- [TASK PROMPT]
Each entry that follows is to be duplicated exactly, without its images.

- [AVAILABLE DATA]
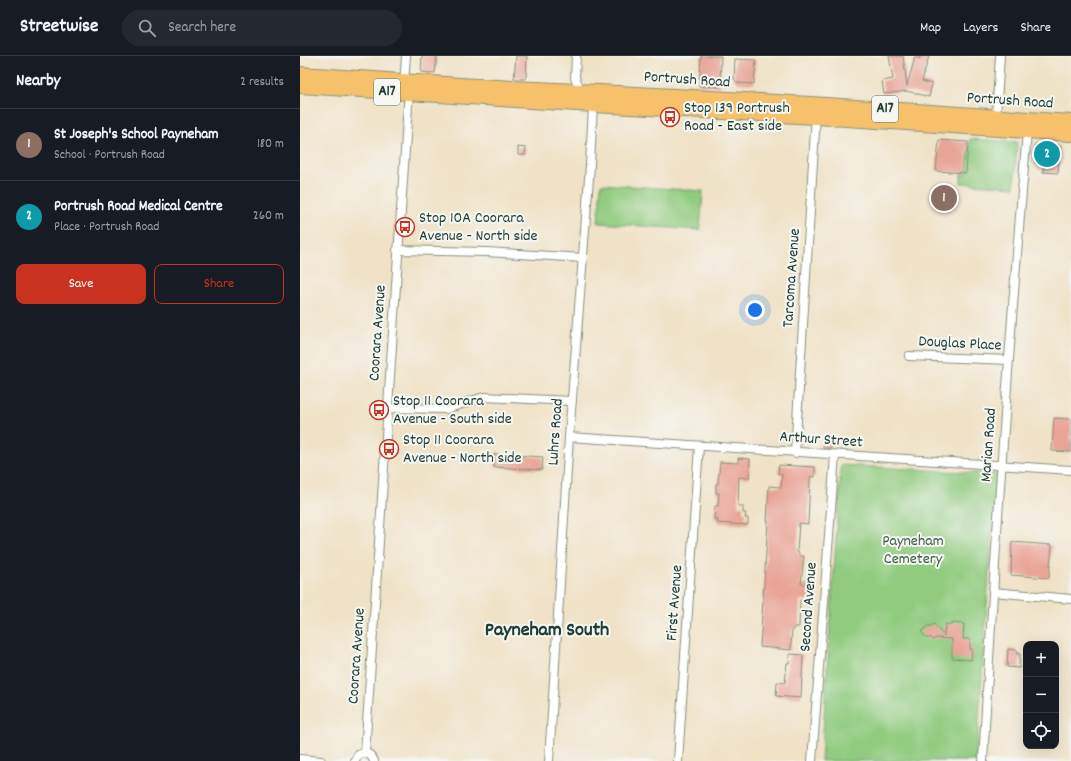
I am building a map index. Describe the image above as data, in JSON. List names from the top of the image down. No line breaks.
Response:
{"streets":{"highway":["Portrush Road","A17"],"street":["Tarcoma Avenue","Coorara Avenue","Douglas Place","Luhrs Road","Arthur Street","Marian Road","First Avenue","Second Avenue"]},"crossings":[["Portrush Road","Tarcoma Avenue"],["Portrush Road","Coorara Avenue"],["Portrush Road","Luhrs Road"],["Portrush Road","Marian Road"],["Tarcoma Avenue","Arthur Street"],["Douglas Place","Marian Road"],["Luhrs Road","Arthur Street"],["Arthur Street","Marian Road"],["Arthur Street","First Avenue"],["Arthur Street","Second Avenue"]],"districts":["Payneham South"],"parks":["Payneham Cemetery"],"places":{"bus stop":["Stop 139 Portrush Road - East side","Stop 10A Coorara Avenue - North side","Stop 11 Coorara Avenue - South side","Stop 11 Coorara Avenue - North side"]},"page":{"header":"Streetwise","search":"Search here","nav":["Map","Layers","Share"],"heading":["Nearby","2 results"],"list":[{"mark":"1","name":"St Joseph's School Payneham","note":"School · Portrush Road","value":"180 m"},{"mark":"2","name":"Portrush Road Medical Centre","note":"Place · Portrush Road","value":"260 m"}],"pins":["2","1"],"buttons":["Save","Share"],"map_buttons":["+","−"]}}
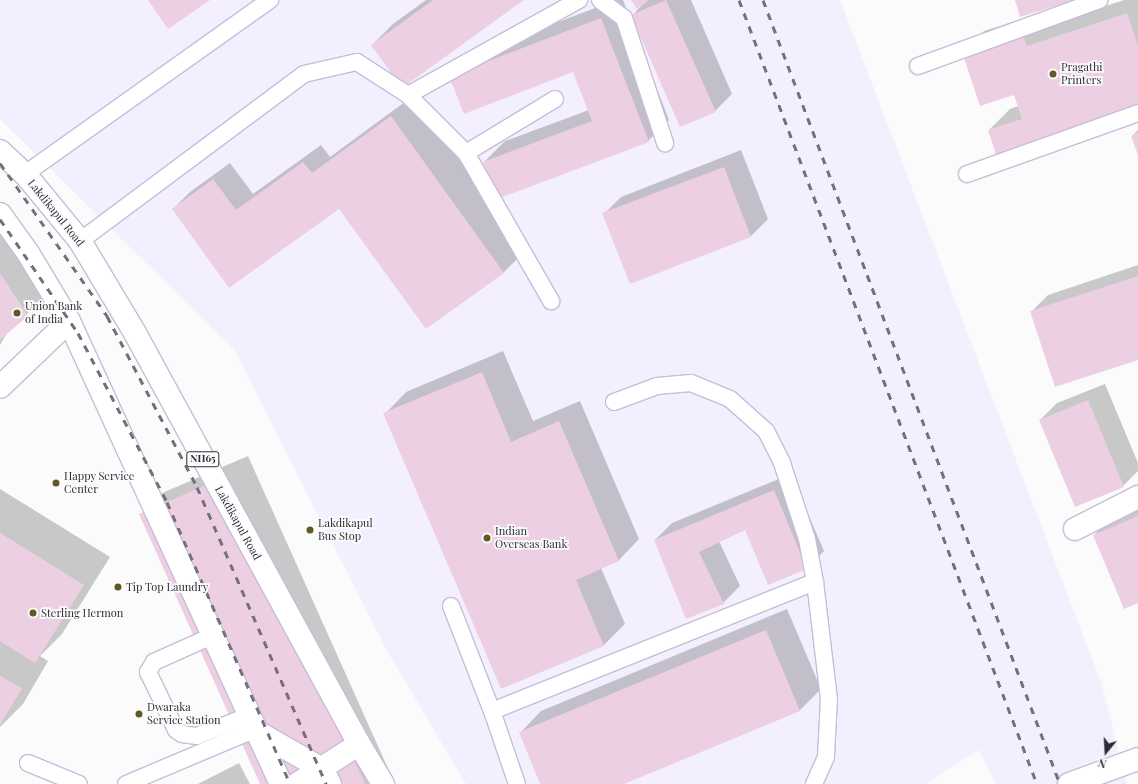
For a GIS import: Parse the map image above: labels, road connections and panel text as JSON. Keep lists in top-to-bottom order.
{
  "streets": {
    "main road": ["Lakdikapul Road", "NH65"]
  },
  "places": [
    "Pragathi Printers",
    "Union Bank of India",
    "Happy Service Center",
    "Lakdikapul Bus Stop",
    "Indian Overseas Bank",
    "Tip Top Laundry",
    "Sterling Hermon",
    "Dwaraka Service Station"
  ],
  "north": "bottom"
}
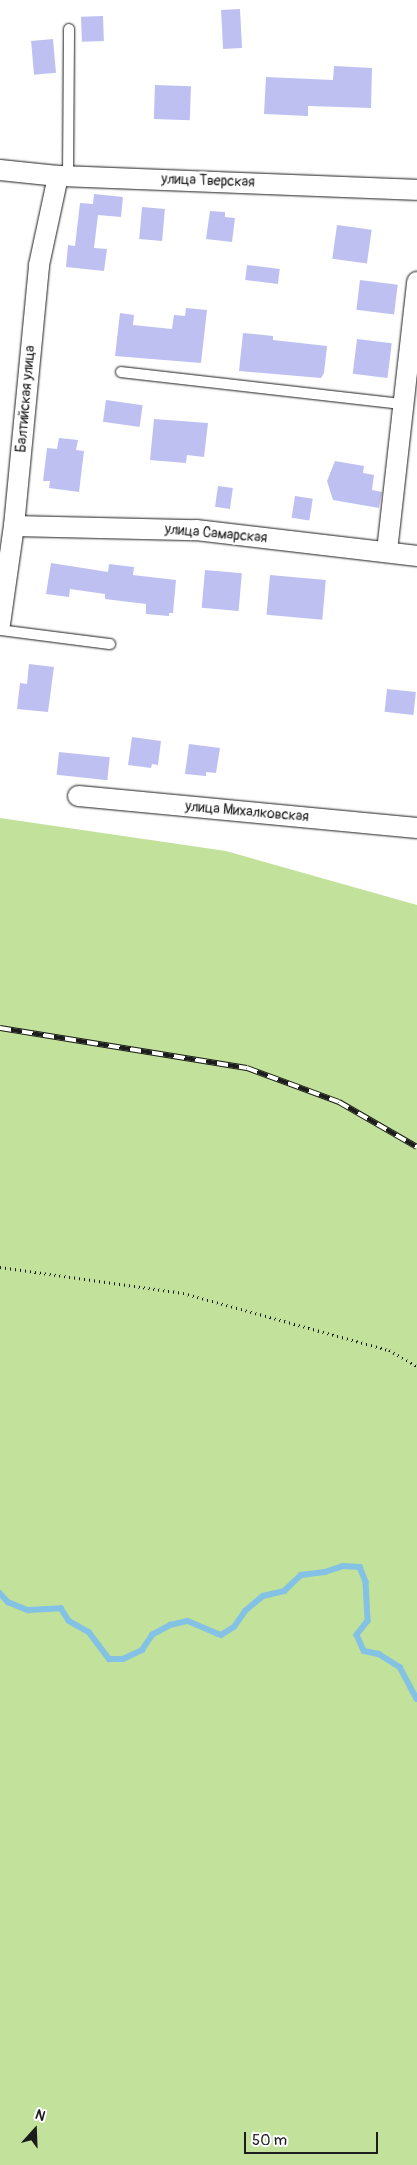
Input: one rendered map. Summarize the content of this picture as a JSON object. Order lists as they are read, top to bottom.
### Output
{
  "streets": {
    "street": [
      "улица Тверская",
      "Балтийская улица",
      "улица Самарская",
      "улица Михалковская"
    ]
  },
  "crossings": [
    ["улица Тверская", "Балтийская улица"],
    ["Балтийская улица", "улица Самарская"]
  ],
  "scale_bar": "50 m",
  "north": "top"
}
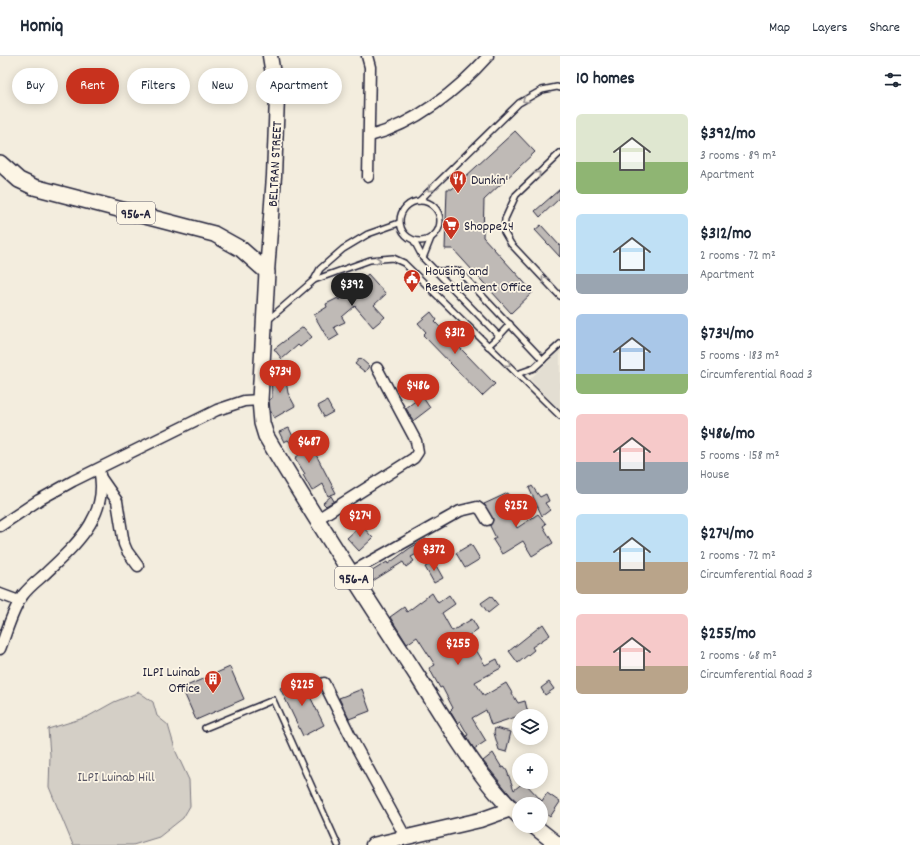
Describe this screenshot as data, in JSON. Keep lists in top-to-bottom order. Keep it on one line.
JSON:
{"streets":{"main road":["956-A"],"street":["BELTRAN STREET"]},"crossings":[["BELTRAN STREET","956-A"]],"parks":["ILPI Luinab Hill"],"places":{"restaurant":["Dunkin'"],"supermarket":["Shoppe24"],"public building":["Housing and Resettlement Office"],"building":["ILPI Luinab Office"]},"page":{"header":"Homiq","nav":["Map","Layers","Share"],"heading":"10 homes","chip":["Buy","Rent","Filters","New","Apartment"],"list":[{"name":"$392/mo","note":"3 rooms · 89 m² · Apartment"},{"name":"$312/mo","note":"2 rooms · 72 m² · Apartment"},{"name":"$734/mo","note":"5 rooms · 183 m² · Circumferential Road 3"},{"name":"$486/mo","note":"5 rooms · 158 m² · House"},{"name":"$274/mo","note":"2 rooms · 72 m² · Circumferential Road 3"},{"name":"$255/mo","note":"2 rooms · 68 m² · Circumferential Road 3"}],"price":["$392","$312","$734","$486","$687","$252","$274","$372","$255","$225"],"map_buttons":["+","−"]}}
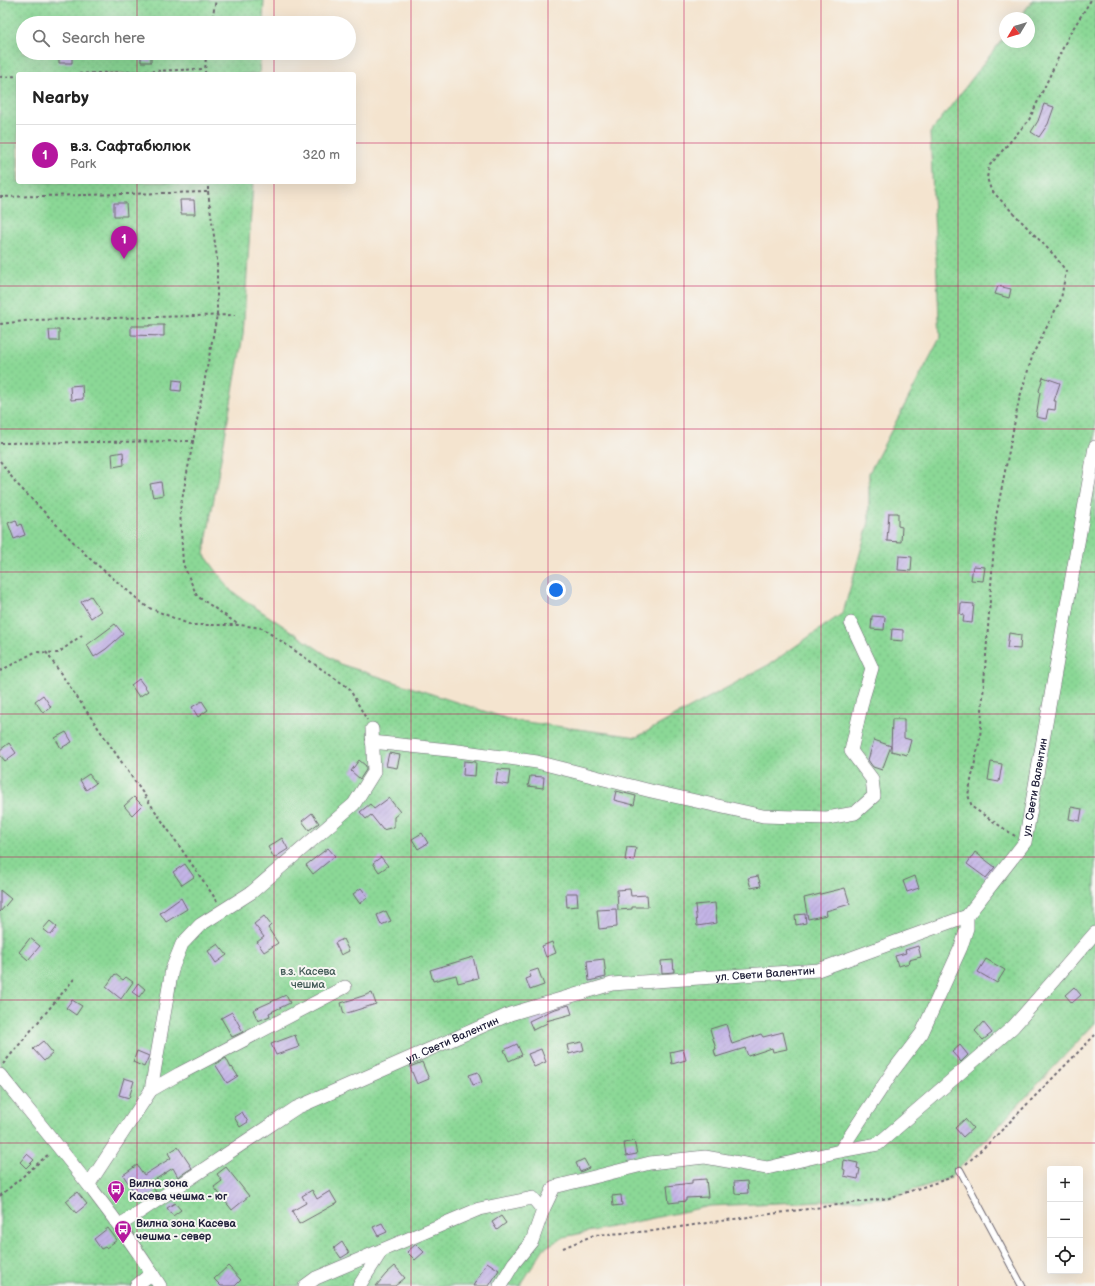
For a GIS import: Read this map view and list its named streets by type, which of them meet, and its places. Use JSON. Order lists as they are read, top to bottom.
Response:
{
  "streets": {
    "street": ["ул. Свети Валентин"]
  },
  "parks": ["в.з. Касева чешма"],
  "places": {
    "bus stop": ["Вилна зона Касева чешма - юг", "Вилна зона Касева чешма - север"]
  },
  "north": "bottom left",
  "page": {
    "search": "Search here",
    "heading": "Nearby",
    "list": [
      {
        "mark": "1",
        "name": "в.з. Сафтабюлюк",
        "note": "Park",
        "value": "320 m"
      }
    ],
    "pins": "1",
    "map_buttons": ["+", "−"]
  }
}
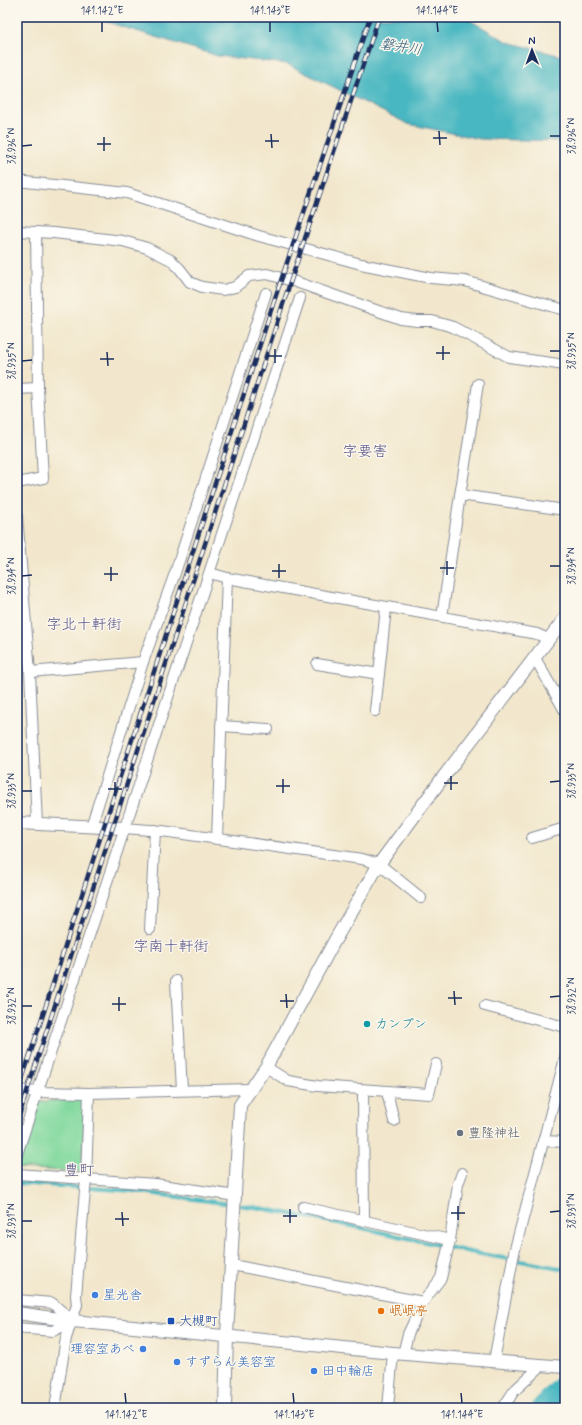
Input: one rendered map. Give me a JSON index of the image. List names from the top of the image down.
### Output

- [EXERCISE OUTPUT]
I am building a map index. Describe the image above as data, in JSON. List names from the top of the image down. No line breaks.
Response:
{"streets":{"highway":["Portrush Road","A17"],"street":["Tarcoma Avenue","Coorara Avenue","Douglas Place","Luhrs Road","Arthur Street","Marian Road","First Avenue","Second Avenue"]},"crossings":[["Portrush Road","Tarcoma Avenue"],["Portrush Road","Coorara Avenue"],["Portrush Road","Luhrs Road"],["Portrush Road","Marian Road"],["Tarcoma Avenue","Arthur Street"],["Douglas Place","Marian Road"],["Luhrs Road","Arthur Street"],["Arthur Street","Marian Road"],["Arthur Street","First Avenue"],["Arthur Street","Second Avenue"]],"districts":["Payneham South"],"parks":["Payneham Cemetery"],"places":{"bus stop":["Stop 139 Portrush Road - East side","Stop 10A Coorara Avenue - North side","Stop 11 Coorara Avenue - South side","Stop 11 Coorara Avenue - North side"]},"page":{"header":"Streetwise","search":"Search here","nav":["Map","Layers","Share"],"heading":["Nearby","2 results"],"list":[{"mark":"1","name":"St Joseph's School Payneham","note":"School · Portrush Road","value":"180 m"},{"mark":"2","name":"Portrush Road Medical Centre","note":"Place · Portrush Road","value":"260 m"}],"pins":["2","1"],"buttons":["Save","Share"],"map_buttons":["+","−"]}}
For a GIS import: Parse the map image above: labels, road connections and panel text as JSON. Keep lists in top-to-bottom order.
{
  "streets": {
    "main road": ["Lakdikapul Road", "NH65"]
  },
  "places": [
    "Pragathi Printers",
    "Union Bank of India",
    "Happy Service Center",
    "Lakdikapul Bus Stop",
    "Indian Overseas Bank",
    "Tip Top Laundry",
    "Sterling Hermon",
    "Dwaraka Service Station"
  ],
  "north": "bottom"
}
Input: one rendered map. Summarize the content of this picture as a JSON object. Order lists as they are read, top to bottom.
### Output
{
  "streets": {
    "street": [
      "улица Тверская",
      "Балтийская улица",
      "улица Самарская",
      "улица Михалковская"
    ]
  },
  "crossings": [
    ["улица Тверская", "Балтийская улица"],
    ["Балтийская улица", "улица Самарская"]
  ],
  "scale_bar": "50 m",
  "north": "top"
}
Describe this screenshot as data, in JSON. Keep lists in top-to-bottom order. Keep it on one line.
JSON:
{"streets":{"main road":["956-A"],"street":["BELTRAN STREET"]},"crossings":[["BELTRAN STREET","956-A"]],"parks":["ILPI Luinab Hill"],"places":{"restaurant":["Dunkin'"],"supermarket":["Shoppe24"],"public building":["Housing and Resettlement Office"],"building":["ILPI Luinab Office"]},"page":{"header":"Homiq","nav":["Map","Layers","Share"],"heading":"10 homes","chip":["Buy","Rent","Filters","New","Apartment"],"list":[{"name":"$392/mo","note":"3 rooms · 89 m² · Apartment"},{"name":"$312/mo","note":"2 rooms · 72 m² · Apartment"},{"name":"$734/mo","note":"5 rooms · 183 m² · Circumferential Road 3"},{"name":"$486/mo","note":"5 rooms · 158 m² · House"},{"name":"$274/mo","note":"2 rooms · 72 m² · Circumferential Road 3"},{"name":"$255/mo","note":"2 rooms · 68 m² · Circumferential Road 3"}],"price":["$392","$312","$734","$486","$687","$252","$274","$372","$255","$225"],"map_buttons":["+","−"]}}
For a GIS import: Read this map view and list its named streets by type, which of them meet, and its places. Use JSON. Order lists as they are read, top to bottom.
Response:
{
  "streets": {
    "street": ["ул. Свети Валентин"]
  },
  "parks": ["в.з. Касева чешма"],
  "places": {
    "bus stop": ["Вилна зона Касева чешма - юг", "Вилна зона Касева чешма - север"]
  },
  "north": "bottom left",
  "page": {
    "search": "Search here",
    "heading": "Nearby",
    "list": [
      {
        "mark": "1",
        "name": "в.з. Сафтабюлюк",
        "note": "Park",
        "value": "320 m"
      }
    ],
    "pins": "1",
    "map_buttons": ["+", "−"]
  }
}
Input: one rendered map. Give me a JSON index of the image. List names from the top of the image down.
### Output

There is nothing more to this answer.